JPMorgan's Contradiction: Negative Views on Crypto, Yet Embracing Blockchain Technology
The CEO of JPMorgan has been known to express negative views on cryptocurrencies, referring to them as a 'hyped-up fraud', a 'waste of time', and even a 'pet rock'. However, it is interesting to note that JPMorgan has made its own foray into the world of blockchain technology with the launch of their network and JPM Coin. This coin, although resembling a cryptocurrency, operates on a private and centralized blockchain.
JPMorgan's division known as Onyx was responsible for developing JPM Coin, which serves as a token used for settling and clearing transactions between the bank's customers. Recently, the JPM Coin has even been made available for euro transactions.
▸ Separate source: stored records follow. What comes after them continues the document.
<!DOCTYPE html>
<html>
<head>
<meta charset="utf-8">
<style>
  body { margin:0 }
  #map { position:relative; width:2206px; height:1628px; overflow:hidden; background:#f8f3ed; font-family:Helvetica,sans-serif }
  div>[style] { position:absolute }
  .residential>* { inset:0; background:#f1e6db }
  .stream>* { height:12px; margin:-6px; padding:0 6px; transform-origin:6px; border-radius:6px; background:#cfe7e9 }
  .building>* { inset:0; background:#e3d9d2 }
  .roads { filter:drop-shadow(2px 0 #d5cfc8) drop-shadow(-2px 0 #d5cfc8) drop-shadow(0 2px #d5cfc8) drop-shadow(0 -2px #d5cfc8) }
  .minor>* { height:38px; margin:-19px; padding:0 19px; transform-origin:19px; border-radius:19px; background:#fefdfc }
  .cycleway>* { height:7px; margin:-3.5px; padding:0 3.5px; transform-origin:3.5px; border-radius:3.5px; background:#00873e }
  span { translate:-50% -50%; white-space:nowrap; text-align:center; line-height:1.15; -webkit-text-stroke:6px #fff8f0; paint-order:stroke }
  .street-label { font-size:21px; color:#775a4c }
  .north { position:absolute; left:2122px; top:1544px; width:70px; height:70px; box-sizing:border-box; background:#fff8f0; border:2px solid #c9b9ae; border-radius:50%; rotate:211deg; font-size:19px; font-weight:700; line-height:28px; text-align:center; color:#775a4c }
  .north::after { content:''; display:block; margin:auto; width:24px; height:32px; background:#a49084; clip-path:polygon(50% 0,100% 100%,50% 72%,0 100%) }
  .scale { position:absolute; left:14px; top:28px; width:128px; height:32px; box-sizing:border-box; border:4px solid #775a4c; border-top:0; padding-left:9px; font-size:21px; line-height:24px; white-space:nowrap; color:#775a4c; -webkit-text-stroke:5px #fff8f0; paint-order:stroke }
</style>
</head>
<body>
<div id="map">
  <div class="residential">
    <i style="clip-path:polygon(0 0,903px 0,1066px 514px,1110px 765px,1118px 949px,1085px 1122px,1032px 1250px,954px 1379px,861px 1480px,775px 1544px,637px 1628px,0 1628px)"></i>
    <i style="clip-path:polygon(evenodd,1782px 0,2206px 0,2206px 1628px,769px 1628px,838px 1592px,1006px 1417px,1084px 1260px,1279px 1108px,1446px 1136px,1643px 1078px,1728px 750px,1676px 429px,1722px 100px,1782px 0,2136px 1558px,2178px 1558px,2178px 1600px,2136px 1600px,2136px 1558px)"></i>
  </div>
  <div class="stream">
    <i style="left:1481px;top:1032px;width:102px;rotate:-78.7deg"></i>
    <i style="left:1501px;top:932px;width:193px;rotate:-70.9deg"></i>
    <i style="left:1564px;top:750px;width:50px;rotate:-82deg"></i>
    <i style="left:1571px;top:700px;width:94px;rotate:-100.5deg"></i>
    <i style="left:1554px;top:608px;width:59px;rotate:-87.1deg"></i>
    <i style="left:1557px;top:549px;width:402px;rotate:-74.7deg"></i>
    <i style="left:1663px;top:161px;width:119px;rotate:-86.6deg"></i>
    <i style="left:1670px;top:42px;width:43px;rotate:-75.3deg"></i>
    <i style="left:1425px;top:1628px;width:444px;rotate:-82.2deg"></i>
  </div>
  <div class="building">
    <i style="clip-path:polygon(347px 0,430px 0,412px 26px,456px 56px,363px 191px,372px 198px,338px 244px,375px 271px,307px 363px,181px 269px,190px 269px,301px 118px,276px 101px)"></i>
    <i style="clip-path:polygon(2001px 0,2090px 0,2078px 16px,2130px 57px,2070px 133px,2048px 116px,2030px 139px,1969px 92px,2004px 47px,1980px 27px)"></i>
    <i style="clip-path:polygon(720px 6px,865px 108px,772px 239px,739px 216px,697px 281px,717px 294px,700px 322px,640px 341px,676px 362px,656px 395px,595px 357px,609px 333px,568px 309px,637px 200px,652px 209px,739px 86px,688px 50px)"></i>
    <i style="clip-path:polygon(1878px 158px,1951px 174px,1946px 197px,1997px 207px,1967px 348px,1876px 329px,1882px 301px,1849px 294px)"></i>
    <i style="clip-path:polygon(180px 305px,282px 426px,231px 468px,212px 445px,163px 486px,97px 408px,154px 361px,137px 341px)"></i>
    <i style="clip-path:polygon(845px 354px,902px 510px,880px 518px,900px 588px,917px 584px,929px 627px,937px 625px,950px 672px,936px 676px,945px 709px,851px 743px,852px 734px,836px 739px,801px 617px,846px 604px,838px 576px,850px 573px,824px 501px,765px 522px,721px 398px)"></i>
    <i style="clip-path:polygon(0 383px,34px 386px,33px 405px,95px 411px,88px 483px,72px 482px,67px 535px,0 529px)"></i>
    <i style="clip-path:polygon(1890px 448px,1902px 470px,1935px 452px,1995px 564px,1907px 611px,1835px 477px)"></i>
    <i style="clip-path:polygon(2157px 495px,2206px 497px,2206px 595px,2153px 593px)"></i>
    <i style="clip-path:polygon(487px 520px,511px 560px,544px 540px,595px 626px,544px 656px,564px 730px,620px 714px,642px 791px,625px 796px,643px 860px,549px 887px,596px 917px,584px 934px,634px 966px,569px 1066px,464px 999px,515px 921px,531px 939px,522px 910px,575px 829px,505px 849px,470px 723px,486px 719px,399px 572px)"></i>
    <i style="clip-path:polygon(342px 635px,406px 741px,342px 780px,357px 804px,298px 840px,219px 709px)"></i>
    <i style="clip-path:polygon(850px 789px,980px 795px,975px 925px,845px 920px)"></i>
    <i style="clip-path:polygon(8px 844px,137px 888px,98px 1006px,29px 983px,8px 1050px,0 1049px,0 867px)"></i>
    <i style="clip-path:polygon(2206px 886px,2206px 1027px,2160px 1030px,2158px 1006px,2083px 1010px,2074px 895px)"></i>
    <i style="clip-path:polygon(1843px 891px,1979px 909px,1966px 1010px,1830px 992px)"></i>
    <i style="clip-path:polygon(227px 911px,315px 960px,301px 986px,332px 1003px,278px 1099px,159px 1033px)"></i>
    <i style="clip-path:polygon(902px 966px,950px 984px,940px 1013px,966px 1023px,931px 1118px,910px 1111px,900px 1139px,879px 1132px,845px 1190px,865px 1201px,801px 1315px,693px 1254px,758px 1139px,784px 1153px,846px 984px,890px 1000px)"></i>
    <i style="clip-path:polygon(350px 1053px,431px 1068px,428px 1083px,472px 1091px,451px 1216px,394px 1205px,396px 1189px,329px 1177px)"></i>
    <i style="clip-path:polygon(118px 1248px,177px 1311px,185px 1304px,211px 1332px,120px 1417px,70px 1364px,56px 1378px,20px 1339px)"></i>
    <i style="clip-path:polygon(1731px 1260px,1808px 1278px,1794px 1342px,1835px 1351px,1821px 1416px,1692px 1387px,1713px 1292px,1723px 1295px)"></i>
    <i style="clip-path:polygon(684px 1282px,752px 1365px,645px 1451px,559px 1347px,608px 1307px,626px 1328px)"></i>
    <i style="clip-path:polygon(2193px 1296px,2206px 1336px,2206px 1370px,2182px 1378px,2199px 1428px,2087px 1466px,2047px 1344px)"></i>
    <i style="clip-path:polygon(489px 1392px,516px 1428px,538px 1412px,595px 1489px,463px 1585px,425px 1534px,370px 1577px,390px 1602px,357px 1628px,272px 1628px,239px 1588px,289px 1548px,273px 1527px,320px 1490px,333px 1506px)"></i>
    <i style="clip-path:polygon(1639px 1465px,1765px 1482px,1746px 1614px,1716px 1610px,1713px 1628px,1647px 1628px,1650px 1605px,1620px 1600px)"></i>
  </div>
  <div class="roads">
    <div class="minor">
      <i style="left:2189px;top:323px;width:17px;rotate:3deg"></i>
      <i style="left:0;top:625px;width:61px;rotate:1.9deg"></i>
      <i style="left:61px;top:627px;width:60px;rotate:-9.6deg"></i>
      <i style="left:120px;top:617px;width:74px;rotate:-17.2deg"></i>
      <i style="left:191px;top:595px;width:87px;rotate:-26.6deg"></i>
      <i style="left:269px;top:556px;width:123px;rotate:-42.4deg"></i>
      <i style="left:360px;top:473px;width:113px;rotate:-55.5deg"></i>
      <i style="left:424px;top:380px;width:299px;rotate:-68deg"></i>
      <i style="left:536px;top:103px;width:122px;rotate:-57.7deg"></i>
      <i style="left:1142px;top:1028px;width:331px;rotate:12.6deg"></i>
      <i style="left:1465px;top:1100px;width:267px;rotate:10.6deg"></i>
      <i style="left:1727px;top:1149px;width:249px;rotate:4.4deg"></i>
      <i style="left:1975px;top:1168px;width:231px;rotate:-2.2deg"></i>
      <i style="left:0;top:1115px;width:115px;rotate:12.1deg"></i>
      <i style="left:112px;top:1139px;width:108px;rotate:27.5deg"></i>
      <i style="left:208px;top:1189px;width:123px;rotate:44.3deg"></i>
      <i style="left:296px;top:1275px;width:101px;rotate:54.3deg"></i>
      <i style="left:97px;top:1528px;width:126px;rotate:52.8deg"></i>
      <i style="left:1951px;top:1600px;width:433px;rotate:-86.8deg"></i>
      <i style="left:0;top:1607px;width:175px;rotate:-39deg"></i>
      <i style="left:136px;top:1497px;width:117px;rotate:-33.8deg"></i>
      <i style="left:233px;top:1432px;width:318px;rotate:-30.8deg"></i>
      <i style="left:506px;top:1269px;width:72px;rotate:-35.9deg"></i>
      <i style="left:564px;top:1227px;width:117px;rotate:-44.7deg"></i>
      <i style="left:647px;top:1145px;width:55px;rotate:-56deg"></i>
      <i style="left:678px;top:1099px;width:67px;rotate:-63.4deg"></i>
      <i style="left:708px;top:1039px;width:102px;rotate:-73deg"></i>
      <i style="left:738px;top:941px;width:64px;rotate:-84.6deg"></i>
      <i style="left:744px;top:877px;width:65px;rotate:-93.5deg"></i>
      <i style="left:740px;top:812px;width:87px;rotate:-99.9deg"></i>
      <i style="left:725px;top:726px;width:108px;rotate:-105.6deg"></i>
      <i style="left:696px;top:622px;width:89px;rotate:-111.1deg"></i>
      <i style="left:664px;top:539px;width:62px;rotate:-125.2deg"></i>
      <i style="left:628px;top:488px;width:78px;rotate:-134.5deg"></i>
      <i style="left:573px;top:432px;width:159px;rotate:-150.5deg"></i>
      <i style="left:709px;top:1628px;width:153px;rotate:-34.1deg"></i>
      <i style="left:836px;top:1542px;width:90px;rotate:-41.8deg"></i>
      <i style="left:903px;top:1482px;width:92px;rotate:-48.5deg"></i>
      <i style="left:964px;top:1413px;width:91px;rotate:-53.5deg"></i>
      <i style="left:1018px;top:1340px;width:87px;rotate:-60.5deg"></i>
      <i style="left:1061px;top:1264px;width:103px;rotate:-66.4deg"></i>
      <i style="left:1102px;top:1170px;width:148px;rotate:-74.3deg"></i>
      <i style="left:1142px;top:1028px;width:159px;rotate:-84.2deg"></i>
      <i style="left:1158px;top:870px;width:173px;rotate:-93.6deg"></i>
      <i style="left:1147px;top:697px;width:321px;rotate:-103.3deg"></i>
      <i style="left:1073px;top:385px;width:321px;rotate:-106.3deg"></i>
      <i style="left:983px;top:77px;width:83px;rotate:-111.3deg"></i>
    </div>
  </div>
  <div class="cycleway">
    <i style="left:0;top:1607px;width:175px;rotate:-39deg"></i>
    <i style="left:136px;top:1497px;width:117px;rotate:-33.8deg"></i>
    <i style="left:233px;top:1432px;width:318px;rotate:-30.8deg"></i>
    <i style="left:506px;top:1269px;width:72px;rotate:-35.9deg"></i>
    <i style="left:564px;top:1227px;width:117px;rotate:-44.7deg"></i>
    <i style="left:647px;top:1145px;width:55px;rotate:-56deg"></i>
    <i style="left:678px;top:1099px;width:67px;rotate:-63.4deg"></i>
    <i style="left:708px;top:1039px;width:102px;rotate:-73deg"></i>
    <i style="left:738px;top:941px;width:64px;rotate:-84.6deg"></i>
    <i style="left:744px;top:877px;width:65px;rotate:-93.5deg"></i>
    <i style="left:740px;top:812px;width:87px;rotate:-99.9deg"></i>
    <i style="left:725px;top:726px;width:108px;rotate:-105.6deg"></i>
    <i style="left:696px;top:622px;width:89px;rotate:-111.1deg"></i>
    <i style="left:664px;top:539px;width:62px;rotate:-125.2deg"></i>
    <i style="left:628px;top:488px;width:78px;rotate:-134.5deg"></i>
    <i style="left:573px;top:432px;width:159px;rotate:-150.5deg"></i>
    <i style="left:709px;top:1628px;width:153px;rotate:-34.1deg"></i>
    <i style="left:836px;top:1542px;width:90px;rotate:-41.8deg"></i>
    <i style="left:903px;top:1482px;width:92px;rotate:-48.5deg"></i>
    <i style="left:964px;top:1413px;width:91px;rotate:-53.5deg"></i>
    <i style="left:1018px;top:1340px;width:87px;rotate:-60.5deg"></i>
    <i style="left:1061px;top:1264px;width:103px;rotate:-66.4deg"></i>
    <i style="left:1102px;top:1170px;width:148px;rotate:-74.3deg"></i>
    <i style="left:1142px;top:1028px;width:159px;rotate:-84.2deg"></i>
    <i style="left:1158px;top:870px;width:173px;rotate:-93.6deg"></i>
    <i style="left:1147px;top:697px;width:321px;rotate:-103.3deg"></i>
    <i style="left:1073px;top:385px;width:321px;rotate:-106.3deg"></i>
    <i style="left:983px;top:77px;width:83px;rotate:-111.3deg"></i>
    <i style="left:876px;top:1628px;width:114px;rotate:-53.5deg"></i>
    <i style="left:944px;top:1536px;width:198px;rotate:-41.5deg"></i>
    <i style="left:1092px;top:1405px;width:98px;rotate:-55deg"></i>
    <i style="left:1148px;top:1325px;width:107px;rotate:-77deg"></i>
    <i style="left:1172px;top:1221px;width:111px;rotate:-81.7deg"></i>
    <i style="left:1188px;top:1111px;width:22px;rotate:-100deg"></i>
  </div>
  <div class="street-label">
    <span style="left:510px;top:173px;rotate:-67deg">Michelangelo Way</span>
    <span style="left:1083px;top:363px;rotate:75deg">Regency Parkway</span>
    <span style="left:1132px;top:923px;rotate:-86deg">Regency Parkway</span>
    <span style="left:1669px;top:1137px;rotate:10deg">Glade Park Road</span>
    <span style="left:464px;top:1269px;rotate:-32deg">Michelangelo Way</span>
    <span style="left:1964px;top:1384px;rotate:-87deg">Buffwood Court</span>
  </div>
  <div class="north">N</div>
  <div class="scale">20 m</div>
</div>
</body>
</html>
It is worth mentioning that even the CEO of JPMorgan himself has acknowledged the advantages of blockchain tokens over traditional systems, such as their speed, convenience, and the ability to operate 24/7.
Considering these developments, it becomes apparent that JPMorgan's reservations about cryptocurrencies do not stem from the concept itself, but rather from the desire to maintain control and power over the coins and tokens in question. By creating their own private and centralized blockchain, they are able to exert authority and influence over the transactions conducted within their network.
In conclusion, JPMorgan's CEO's negative statements about cryptocurrencies seem contradictory in light of the bank's active involvement in blockchain technology and the launch of their own JPM Coin. This suggests that their concerns lie not with the concept of crypto, but rather with the level of control they can exert over these digital assets.